Ominous developments, specifically last week’s fallout of a ‘yes vote’ to a reunification with Russia in the impromptu Crimean referendum, have forced several countries, particularly Canada, to employ stern, bellicose rhetoric in lambasting Russia over its illegal annexation of the peninsula. Canada’s Foreign Affairs Minister John Baird unequivocally denounced Russian president, Vladimir Putin’s military intervention in the beleaguered Ukraine, at one point going so far as to compare Putin’s actions with Hitler’s. When it concerns the Ukrainian conflict, the Canadian government has offered no subtleties, remaining one of the country’s most steadfast Western supporters; backing the preservation of its territorial integrity.

Why is Canada talking tough on Ukraine? The two countries have a long and cordial bilateral relationship. The friendship has been notably characterized by the 1.2 million Canadians of Ukrainian ethnic origin who call this country home. Equally important is Canada’s role in being the first NATO member to recognize Ukraine’s independence from the USSR in 1991, and supporting the country’s desire to join the Alliance. Canada was also a vocal proponent of Ukraine’s successful bid to gain a seat at the WTO.

Through every twist and turn, Ottawa has stood by Ukraine. Since the 2004 Orange Revolution, Canada has sent election observers and, through the Canada Fund, has contributed democracy assistance and training to Ukrainian politicians, political parties and civil society groups.

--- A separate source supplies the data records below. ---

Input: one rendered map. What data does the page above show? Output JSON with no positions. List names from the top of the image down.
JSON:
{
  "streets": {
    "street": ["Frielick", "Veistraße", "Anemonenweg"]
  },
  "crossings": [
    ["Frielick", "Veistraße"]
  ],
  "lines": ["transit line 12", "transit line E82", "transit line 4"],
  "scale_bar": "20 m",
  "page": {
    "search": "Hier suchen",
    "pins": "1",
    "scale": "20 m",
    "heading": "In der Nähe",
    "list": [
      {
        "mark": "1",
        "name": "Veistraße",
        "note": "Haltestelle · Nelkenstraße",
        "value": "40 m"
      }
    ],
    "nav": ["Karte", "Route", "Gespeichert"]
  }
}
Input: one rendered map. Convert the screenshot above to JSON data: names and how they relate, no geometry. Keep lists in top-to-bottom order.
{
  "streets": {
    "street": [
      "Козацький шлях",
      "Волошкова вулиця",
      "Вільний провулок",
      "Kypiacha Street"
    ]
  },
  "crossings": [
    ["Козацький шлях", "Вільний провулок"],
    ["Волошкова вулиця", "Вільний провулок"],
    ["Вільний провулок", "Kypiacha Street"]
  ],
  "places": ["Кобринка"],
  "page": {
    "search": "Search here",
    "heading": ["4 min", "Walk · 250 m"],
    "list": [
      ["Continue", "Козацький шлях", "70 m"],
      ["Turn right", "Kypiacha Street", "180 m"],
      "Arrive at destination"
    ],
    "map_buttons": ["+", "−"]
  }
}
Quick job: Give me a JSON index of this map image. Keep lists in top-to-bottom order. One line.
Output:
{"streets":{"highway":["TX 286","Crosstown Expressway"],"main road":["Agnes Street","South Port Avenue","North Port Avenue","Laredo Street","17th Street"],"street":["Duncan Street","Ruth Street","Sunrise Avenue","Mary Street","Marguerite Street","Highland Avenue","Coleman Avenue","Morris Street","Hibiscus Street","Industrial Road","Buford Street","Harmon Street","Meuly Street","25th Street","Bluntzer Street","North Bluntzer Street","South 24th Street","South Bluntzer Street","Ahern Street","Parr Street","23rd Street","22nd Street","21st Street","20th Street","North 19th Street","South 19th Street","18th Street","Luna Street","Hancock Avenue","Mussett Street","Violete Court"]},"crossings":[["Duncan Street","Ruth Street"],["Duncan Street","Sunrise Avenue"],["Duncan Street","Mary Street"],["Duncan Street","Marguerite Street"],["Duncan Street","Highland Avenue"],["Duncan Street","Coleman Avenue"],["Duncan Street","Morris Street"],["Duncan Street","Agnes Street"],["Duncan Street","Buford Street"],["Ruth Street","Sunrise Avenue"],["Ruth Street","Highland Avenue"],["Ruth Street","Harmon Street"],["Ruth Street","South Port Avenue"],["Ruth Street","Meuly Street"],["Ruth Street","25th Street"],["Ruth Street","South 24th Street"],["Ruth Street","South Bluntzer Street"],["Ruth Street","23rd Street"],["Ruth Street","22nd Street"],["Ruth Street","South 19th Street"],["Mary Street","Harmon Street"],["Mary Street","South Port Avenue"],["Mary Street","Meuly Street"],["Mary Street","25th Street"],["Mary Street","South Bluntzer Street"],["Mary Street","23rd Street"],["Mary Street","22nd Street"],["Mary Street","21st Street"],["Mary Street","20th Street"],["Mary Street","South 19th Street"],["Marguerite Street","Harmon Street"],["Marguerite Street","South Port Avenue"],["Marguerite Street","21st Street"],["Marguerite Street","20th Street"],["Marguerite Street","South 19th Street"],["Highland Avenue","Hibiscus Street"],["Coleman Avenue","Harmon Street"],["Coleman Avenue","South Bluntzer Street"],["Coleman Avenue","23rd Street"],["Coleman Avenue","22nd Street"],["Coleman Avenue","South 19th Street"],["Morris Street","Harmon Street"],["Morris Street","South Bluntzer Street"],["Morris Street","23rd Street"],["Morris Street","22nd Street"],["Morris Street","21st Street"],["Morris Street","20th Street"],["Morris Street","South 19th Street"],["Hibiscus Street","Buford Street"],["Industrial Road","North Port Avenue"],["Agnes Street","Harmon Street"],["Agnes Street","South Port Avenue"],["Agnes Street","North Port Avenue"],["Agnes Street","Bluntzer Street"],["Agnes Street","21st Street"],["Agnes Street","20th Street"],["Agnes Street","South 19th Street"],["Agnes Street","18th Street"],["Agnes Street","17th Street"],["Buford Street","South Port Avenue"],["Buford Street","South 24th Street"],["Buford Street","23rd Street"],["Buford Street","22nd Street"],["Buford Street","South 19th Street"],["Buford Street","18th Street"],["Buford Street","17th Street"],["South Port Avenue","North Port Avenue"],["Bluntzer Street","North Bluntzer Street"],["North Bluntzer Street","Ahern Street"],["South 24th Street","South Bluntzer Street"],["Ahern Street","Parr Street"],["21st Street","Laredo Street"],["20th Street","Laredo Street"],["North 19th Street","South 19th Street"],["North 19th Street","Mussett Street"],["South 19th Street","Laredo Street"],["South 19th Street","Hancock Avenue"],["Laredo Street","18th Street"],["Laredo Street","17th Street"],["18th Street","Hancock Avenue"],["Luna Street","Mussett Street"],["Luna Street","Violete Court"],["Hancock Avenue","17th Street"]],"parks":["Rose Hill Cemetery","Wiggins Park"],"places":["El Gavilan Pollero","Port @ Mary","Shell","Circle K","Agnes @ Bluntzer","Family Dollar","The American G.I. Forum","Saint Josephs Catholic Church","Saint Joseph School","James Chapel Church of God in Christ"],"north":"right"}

It is Ottawa’s sustained commitment to Ukraine, articulated in words and demonstrated in action, which gives the country influential credibility on Ukrainian matters within the international community. For this reason, Canada has earned both the responsibility and the prerogative to stand with Ukraine during the existing political crisis.

Thus far, Prime Minister Stephen Harper deserves praise for demonstrating Canada’s uncompromising international leadership on the Ukrainian crisis, working also with opposition leaders so as not to turn the situation into a  partisan issue. The government has called for the G-8 to oust Russian from membership, withdrew Canada from preparations for a summit in Sochi, recalled its ambassador from Moscow, suspended all planned military exercises with Russian forces, and slapped sanctions and travel restrictions on senior level Russians and Ukrainian officials from the Yanukovych regime. Canada has also joined an unarmed military observation mission to the Crimea and contributed $220 million as part of wider international aid efforts to promote sustainable economic growth and democratic governance under the new Ukrainian government.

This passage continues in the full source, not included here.